Representations and evocations of the American South, I will argue, functioned in the mid- and late 1960s not to “explain” but to transform the “helplessness” Gitlin bemoaned. The classic “liberal” Civil Rights film In the Heat of the Night (1967) negotiates the white male’s aggrieved response to his diminished importance in the arena [End Page 365] of racial politics and, in particular, to his rejection by black male activists, whose approval many progressive white men explicitly sought.6 The personal sacrifices associated with the period’s reigning political imperative—to “put your body on the line” for the movement—had previously served to promote white males’ identification with their black male peers, who were so often positioned as primarily corporeal sites of authenticity within the political culture of the 1960s.7 As the advent of black nationalism began to foreclose the expression of this kind of “homopolitical desire,”8 however, media representations of interracial relations, especially in the South, increasingly replaced idealized portrayals of African American male bodies with ambivalent, and even potentially hostile, depictions. The Southern setting of In the Heat of the Night, I maintain, enables Norman Jewison to stage the constant threat of violence against black male bodies, while simultaneously allowing a range of white male responses, from heroic intervention to spectatorial identification with both victims and agents of that violence.

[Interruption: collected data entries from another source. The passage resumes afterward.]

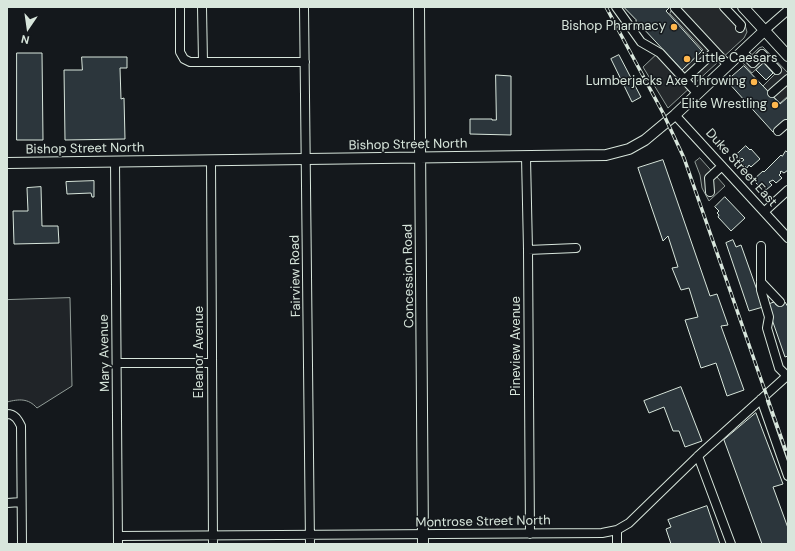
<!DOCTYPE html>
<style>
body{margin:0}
#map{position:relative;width:795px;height:551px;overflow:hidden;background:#14181c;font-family:"DM Sans",sans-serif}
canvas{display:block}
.frame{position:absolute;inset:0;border:8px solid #d8e6dc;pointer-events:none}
.north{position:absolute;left:8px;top:8px;width:40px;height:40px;-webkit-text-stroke:3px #14181c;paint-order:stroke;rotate:193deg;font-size:11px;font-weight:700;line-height:16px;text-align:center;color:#d8e6dc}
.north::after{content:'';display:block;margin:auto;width:14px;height:18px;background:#d8e6dc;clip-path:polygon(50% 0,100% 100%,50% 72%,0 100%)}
</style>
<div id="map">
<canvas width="795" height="551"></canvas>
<div class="frame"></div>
<div class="north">N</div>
</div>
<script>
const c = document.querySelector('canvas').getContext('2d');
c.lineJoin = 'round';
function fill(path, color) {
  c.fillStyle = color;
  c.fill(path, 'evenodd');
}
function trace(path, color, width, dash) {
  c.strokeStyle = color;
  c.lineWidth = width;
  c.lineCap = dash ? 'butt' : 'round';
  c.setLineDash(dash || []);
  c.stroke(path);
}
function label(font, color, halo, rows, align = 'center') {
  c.font = font + ' "DM Sans",sans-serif';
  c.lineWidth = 3;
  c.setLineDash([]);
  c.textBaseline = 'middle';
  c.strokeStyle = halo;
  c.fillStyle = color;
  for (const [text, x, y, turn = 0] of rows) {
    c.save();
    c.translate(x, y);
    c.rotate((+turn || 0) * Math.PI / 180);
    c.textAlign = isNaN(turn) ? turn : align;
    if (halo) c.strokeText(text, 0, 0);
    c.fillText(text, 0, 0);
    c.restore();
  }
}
const green = new Path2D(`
 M70,298L72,386L37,408C28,398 19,399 7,402V300Z`);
fill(green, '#202428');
trace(green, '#939e99', 1);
const parking = new Path2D(`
 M673,7H728L745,25L747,32L744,38L668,108L643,67L662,49L682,70L703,50L670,14Z
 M763,47L788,73V96L780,103L763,86L775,74L764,62L752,73L743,63L759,48Z
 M700,158L725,186L709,201L702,188L700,175L695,162Z`);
fill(parking, '#24282b');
trace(parking, '#939e99', 1);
const building = new Path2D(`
 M624,7H670L666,11L702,51L682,70L642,27L637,28L636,20Z
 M17,53H42L43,140H17Z
 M619,55L641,97L632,102L611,59Z
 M82,57H127V68H120L121,99L124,98L125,139L65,140L64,70H82Z
 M764,63L773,73L766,80L756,70Z
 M744,66L780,104L788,97V119L773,132L727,81Z
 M496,75L511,76V135L470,134V119H492V120H496Z
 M746,146L750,150L751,149L760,159L752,166L751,167L749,165L747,168L741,162L744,160L742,158L741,159L740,158L737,160L734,157Z
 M786,151L788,153V170L784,173L781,171L780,172L781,173L779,175L782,178L776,183L773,180L769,182L772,185L766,190L764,187L762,188H761L753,180L763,171L764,172L781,155L782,156Z
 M663,160L710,296L717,294L728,325L721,326L744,390L727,396L716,363L701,368L685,320L698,317L689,288L681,290L672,268L678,267L668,236L663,241L638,168Z
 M94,181V197H92L91,193L67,194L66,182Z
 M41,187L42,226H58L59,243L14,244L13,211H28L27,188Z
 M725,197L745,218L731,231L718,217L719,215L717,213L719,211L715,207Z
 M733,240L736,247L741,245L763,307L749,311L726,243Z
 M775,302L776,305L785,302L788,307V356L785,357L767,305Z
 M681,387L702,441L685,447L679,431H673L664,407L649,413L644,401Z
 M756,413L783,484L773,487L788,528V544H762L724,440Z
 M707,506L720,544H671L666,529L671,527L668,520Z`);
fill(building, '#2c363c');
trace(building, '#d8e6dc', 1);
const minor = new Path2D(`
 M180,7V52L184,59L190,62H305
 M202,7L203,62
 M304,7L310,544
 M616,7L641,42L660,53L697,93
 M676,7L675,8L727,64
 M724,7L741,25L740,28
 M764,31L788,10
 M742,51L753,63L762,54L777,70
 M684,80L715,51
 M772,93L788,79
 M675,115L788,238
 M778,131L786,124H788
 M526,157L528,250L530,534
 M211,160L213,544
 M115,161L118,544
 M710,192L709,178L722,166
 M764,212L788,190
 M761,246V290L769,317L767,328L779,368L787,376
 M528,250L576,248
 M761,282L780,302
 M117,363H212
 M761,399L788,476
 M7,414C15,414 18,420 21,426L22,544
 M698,456L731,544
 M7,503L21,502
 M118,536L602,533L617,530L629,523L698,456L788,375
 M617,544V530`);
const major = new Path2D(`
 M419,7L423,544
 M743,7L788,56
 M7,163L606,155L629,149L645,140L675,115L764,31`);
trace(minor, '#d8e6dc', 10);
trace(major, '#d8e6dc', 12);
trace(minor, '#14181c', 8);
trace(major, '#14181c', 10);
const rail = new Path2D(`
 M606,7L663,113L684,158L788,457`);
trace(rail, '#d8e6dc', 3.5);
trace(rail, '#14181c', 2, [6]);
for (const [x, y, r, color] of [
 [674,27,4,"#ffb74d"],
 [687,59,4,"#ffb74d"],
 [754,82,4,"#ffb74d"],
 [775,105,4,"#ffb74d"]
]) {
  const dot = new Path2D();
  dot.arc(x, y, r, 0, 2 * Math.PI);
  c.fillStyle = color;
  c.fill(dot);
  trace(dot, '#14181c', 1.5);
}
label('13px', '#d8e6dc', '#14181c', [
 ["Bishop Pharmacy",666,27],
 ["Little Caesars",695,59,"left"],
 ["Lumberjacks Axe Throwing",746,82],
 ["Elite Wrestling",767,105]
], 'right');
label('13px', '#d8e6dc', '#14181c', [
 ["Bishop Street North",408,145,-1],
 ["Bishop Street North",85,149,-1],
 ["Duke Street East",741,168,48],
 ["Fairview Road",296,276,-91],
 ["Concession Road",409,276,-91],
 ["Pineview Avenue",517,346,-90],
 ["Eleanor Avenue",200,352,-90],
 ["Mary Avenue",105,353,-91],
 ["Montrose Street North",483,522,-1]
]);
</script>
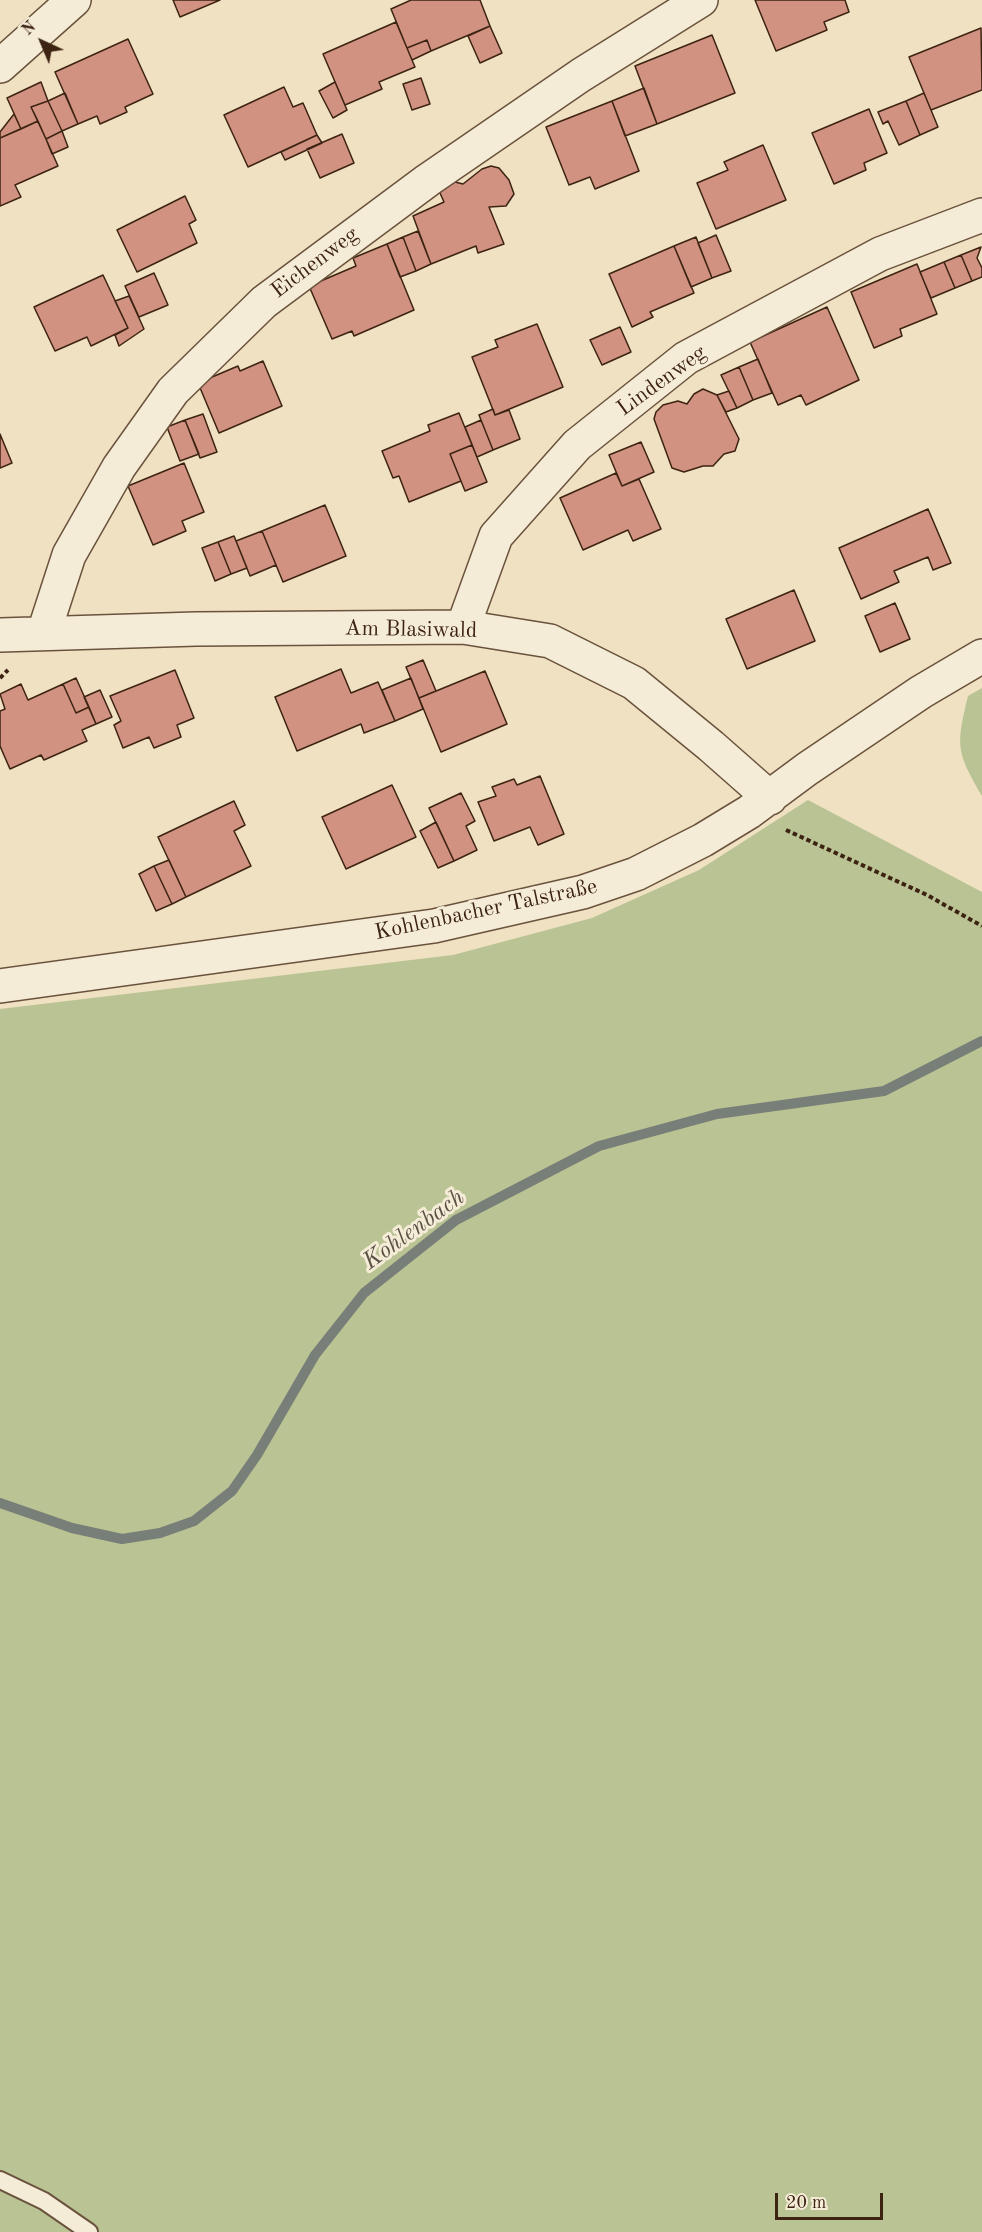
<!DOCTYPE html>
<meta charset="utf-8">
<style>
body{margin:0}
#map{position:relative;width:982px;height:2232px;overflow:hidden;background:#efe1c1;font-family:"Old Standard TT",serif}
canvas{display:block}
.north{position:absolute;left:12px;top:12px;width:60px;height:60px;-webkit-text-stroke:4px #f5ecd7;paint-order:stroke;rotate:316deg;font-size:16px;font-weight:700;line-height:24px;text-align:center;color:#3d2311}
.north::after{content:'';display:block;margin:auto;width:21px;height:27px;background:#3d2311;clip-path:polygon(50% 0,100% 100%,50% 72%,0 100%)}
.scale{position:absolute;left:775px;top:2193px;width:108px;height:27px;box-sizing:border-box;border:3px solid #3d2311;border-top:0;padding-left:8px;font-size:18px;line-height:21px;white-space:nowrap;color:#3d2311;-webkit-text-stroke:4px #f5ecd7;paint-order:stroke}
</style>
<div id="map">
<canvas width="982" height="2232"></canvas>
<div class="north">N</div>
<div class="scale">20 m</div>
</div>
<script>
const c = document.querySelector('canvas').getContext('2d');
c.lineJoin = 'round';
function paint(path, color) { c.fillStyle = color; c.fill(path, 'evenodd'); }
function stroke(path, color, width, dash) { c.strokeStyle = color; c.lineWidth = width; c.lineCap = dash ? 'butt' : 'round'; c.setLineDash(dash || []); c.stroke(path); }
function label(font, color, halo, rows, align = 'center') {
  c.font = font + ' "Old Standard TT",serif'; c.lineWidth = 6; c.setLineDash([]); c.textBaseline = 'middle'; c.strokeStyle = halo; c.fillStyle = color; for (const [text, x, y, turn = 0] of rows) {
    c.save(); c.translate(x, y); c.rotate((+turn || 0) * Math.PI / 180); c.textAlign = isNaN(turn) ? turn : align; if (halo) c.strokeText(text, 0, 0); c.fillText(text, 0, 0); c.restore();
  }
}
paint(new Path2D(`
 M 982,688 L 982,796 C 956,751 956,746 968,696 Z
 M 808,800 L 982,892 L 982,2232 L 0,2232 L 0,1009 L 453,955 L 592,918 L 699,870 Z`), '#b9c393');
stroke(new Path2D(`
 M 0,1503 L 72,1528 L 122,1539 L 160,1533 L 194,1521 L 232,1491 L 257,1455 L 315,1355 L 364,1293 L 456,1220 L 599,1146 L 717,1114 L 884,1091 L 982,1041`), '#787e78', 10);
const building = new Path2D(`
 M 173,0 L 220,0 L 180,17 Z
 M 411,0 L 480,0 L 490,26 L 431,51 L 427,40 L 407,48 L 391,9 Z
 M 755,0 L 845,0 L 849,12 L 824,22 L 827,30 L 776,51 Z
 M 396,22 L 415,67 L 379,82 L 382,89 L 345,105 L 323,54 Z
 M 490,26 L 502,53 L 480,63 L 468,36 Z
 M 981,28 L 982,90 L 931,110 L 909,57 Z
 M 712,35 L 735,93 L 657,124 L 635,66 Z
 M 128,39 L 153,94 L 125,107 L 127,112 L 100,124 L 97,116 L 78,124 L 55,72 Z
 M 427,40 L 431,51 L 412,60 L 407,48 Z
 M 421,78 L 430,104 L 412,110 L 403,84 Z
 M 41,82 L 48,101 L 31,107 L 38,121 L 21,129 L 7,98 Z
 M 335,82 L 347,110 L 333,118 L 319,91 Z
 M 284,87 L 293,107 L 303,103 L 317,135 L 248,167 L 224,115 Z
 M 644,88 L 657,124 L 625,136 L 612,101 Z
 M 65,93 L 78,124 L 62,131 L 48,101 Z
 M 924,93 L 938,127 L 920,135 L 906,101 Z
 M 48,101 L 62,131 L 46,139 L 31,107 Z
 M 612,101 L 639,171 L 595,189 L 590,177 L 569,185 L 546,127 Z
 M 906,101 L 920,135 L 899,145 L 888,121 L 883,124 L 878,112 Z
 M 869,109 L 887,153 L 864,163 L 866,170 L 834,184 L 812,133 Z
 M 14,114 L 21,129 L 0,138 L 0,132 Z
 M 38,121 L 58,166 L 15,185 L 21,197 L 0,206 L 0,138 Z
 M 62,131 L 68,147 L 52,154 L 46,139 Z
 M 342,134 L 354,163 L 320,178 L 307,149 Z
 M 317,135 L 322,143 L 285,160 L 281,152 Z
 M 763,145 L 786,200 L 716,229 L 697,183 L 728,170 L 724,162 Z
 M 491,166 L 499,168 L 509,180 L 514,194 L 506,206 L 489,207 L 504,244 L 478,253 L 476,246 L 431,264 L 413,216 L 444,202 L 440,193 L 444,185 L 455,182 L 463,184 L 482,169 Z
 M 185,196 L 196,220 L 189,224 L 197,243 L 137,272 L 117,230 Z
 M 418,231 L 431,264 L 416,271 L 403,237 Z
 M 716,235 L 731,271 L 712,278 L 698,243 Z
 M 403,237 L 416,271 L 400,277 L 387,244 Z
 M 696,237 L 712,278 L 691,287 L 674,246 Z
 M 387,244 L 414,310 L 354,336 L 352,331 L 332,339 L 309,286 L 356,266 L 353,258 Z
 M 674,246 L 694,293 L 650,312 L 653,317 L 632,327 L 609,274 Z
 M 981,247 L 977,258 L 982,268 L 982,277 L 972,281 L 961,255 Z
 M 961,255 L 972,281 L 955,288 L 944,262 Z
 M 944,262 L 955,288 L 931,298 L 920,272 Z
 M 917,264 L 937,314 L 900,329 L 902,336 L 874,348 L 851,292 Z
 M 154,273 L 168,305 L 139,317 L 125,286 Z
 M 103,275 L 128,328 L 91,346 L 87,337 L 55,351 L 34,307 Z
 M 129,296 L 144,329 L 119,346 L 115,335 L 128,328 L 115,301 Z
 M 827,307 L 859,380 L 806,405 L 801,395 L 778,405 L 750,342 Z
 M 537,324 L 563,387 L 495,415 L 472,357 L 498,347 L 495,340 Z
 M 620,327 L 631,352 L 602,365 L 590,340 Z
 M 758,359 L 772,393 L 753,400 L 739,367 Z
 M 263,361 L 282,406 L 219,433 L 198,383 L 238,366 L 240,371 Z
 M 739,367 L 753,400 L 737,408 L 721,375 Z
 M 703,389 L 717,395 L 739,439 L 735,451 L 724,454 L 713,466 L 703,466 L 684,472 L 672,468 L 654,419 L 656,412 L 663,405 L 678,401 L 687,404 L 694,394 Z
 M 729,391 L 737,408 L 726,412 L 717,395 Z
 M 493,409 L 495,415 L 509,410 L 520,439 L 493,450 L 479,415 Z
 M 459,413 L 472,445 L 450,454 L 461,481 L 409,502 L 399,476 L 393,478 L 382,451 L 430,431 L 428,425 Z
 M 203,414 L 217,452 L 200,458 L 185,420 Z
 M 185,420 L 199,454 L 180,461 L 167,427 Z
 M 481,420 L 493,450 L 477,457 L 465,427 Z
 M 0,434 L 12,463 L 0,468 Z
 M 641,442 L 654,472 L 622,486 L 609,455 Z
 M 472,445 L 487,482 L 465,491 L 450,454 Z
 M 184,463 L 204,512 L 182,521 L 186,531 L 153,545 L 128,486 Z
 M 616,473 L 622,486 L 639,479 L 661,529 L 633,541 L 628,530 L 583,550 L 560,498 Z
 M 325,505 L 346,556 L 283,582 L 262,531 Z
 M 928,509 L 951,563 L 933,570 L 928,557 L 894,571 L 899,582 L 861,599 L 839,548 Z
 M 262,531 L 276,565 L 250,576 L 236,541 Z
 M 234,536 L 247,568 L 231,574 L 218,542 Z
 M 218,542 L 231,574 L 215,581 L 202,548 Z
 M 794,590 L 815,641 L 747,669 L 726,619 Z
 M 895,603 L 910,639 L 880,652 L 865,616 Z
 M 423,660 L 436,691 L 419,698 L 406,667 Z
 M 341,669 L 351,693 L 378,682 L 395,721 L 364,733 L 361,724 L 297,751 L 275,697 Z
 M 175,670 L 194,718 L 177,725 L 181,737 L 154,748 L 149,737 L 123,748 L 114,725 L 121,721 L 110,696 Z
 M 485,671 L 507,724 L 441,752 L 419,698 Z
 M 76,678 L 89,707 L 76,713 L 63,684 Z
 M 411,678 L 423,709 L 395,721 L 382,690 Z
 M 21,684 L 28,700 L 63,684 L 76,713 L 89,707 L 96,724 L 82,730 L 87,741 L 44,760 L 41,755 L 10,769 L 0,746 L 0,711 L 5,709 L 0,694 Z
 M 100,690 L 112,717 L 96,724 L 84,697 Z
 M 540,776 L 564,834 L 538,845 L 530,827 L 494,841 L 478,802 L 496,796 L 492,787 L 514,779 L 517,785 Z
 M 392,785 L 416,837 L 346,869 L 322,817 Z
 M 461,793 L 475,821 L 466,826 L 477,850 L 454,861 L 429,808 Z
 M 234,801 L 245,825 L 234,831 L 251,866 L 186,897 L 158,837 Z
 M 436,822 L 454,861 L 438,868 L 420,831 Z
 M 169,860 L 186,897 L 172,904 L 154,866 Z
 M 154,866 L 172,904 L 156,911 L 139,874 Z`);
paint(building, '#d19282');
stroke(building, '#3d2311', 1.5);
const service = new Path2D(`
 M 0,2180 L 44,2201 L 89,2232`);
const minor = new Path2D(`
 M 0,66 L 74,0
 M 463,627 L 496,536 L 577,445 L 686,358 L 880,254 L 982,215
 M 44,632 L 69,555 L 119,467 L 173,391 L 264,302 L 428,180 L 581,75 L 701,0
 M 0,635 L 196,629 L 463,627 L 550,641 L 634,683 L 711,746 L 770,798
 M 0,986 L 434,926 L 583,892 L 636,874 L 703,840 L 749,812 L 807,769 L 921,692 L 982,656`);
stroke(service, '#6a523d', 20);
stroke(minor, '#6a523d', 36);
stroke(new Path2D(`
 M 0,678 L 8,670
 M 786,830 L 927,895 L 982,926`), '#3d2311', 4, [4.5, 3]);
stroke(service, '#f5ecd7', 16);
stroke(minor, '#f5ecd7', 33);
label('22px', '#3d2311', '#f5ecd7', [
 ["Eichenweg",315,263,-37],
 ["Lindenweg",662,381,-36],
 ["Am Blasiwald",411,630,1],
 ["Kohlenbacher Talstraße",486,910,-12]
]);
label('italic 24px', '#5a5145', '#f5ecd7', [
 ["Kohlenbach",414,1230,-36]
]);
</script>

Robyn Wiegman has called In the Heat of the Night perhaps the first example of an interracial male narrative in which the black male functions “as cop, symbolic father of the cultural order.” She maintains that the character of the black police officer, played by Sidney Poitier, “helps to settle that era’s fear of racial violence by locating black masculinity on the side of cultural law and order.”9 As I will suggest, however, it is the white man in the film who is in the position to bestow—or withhold—the black man’s full access to the masculine—and the articulation of this dynamic depends on the film’s explicit evocation of the tortured history of race and gender relations in the South.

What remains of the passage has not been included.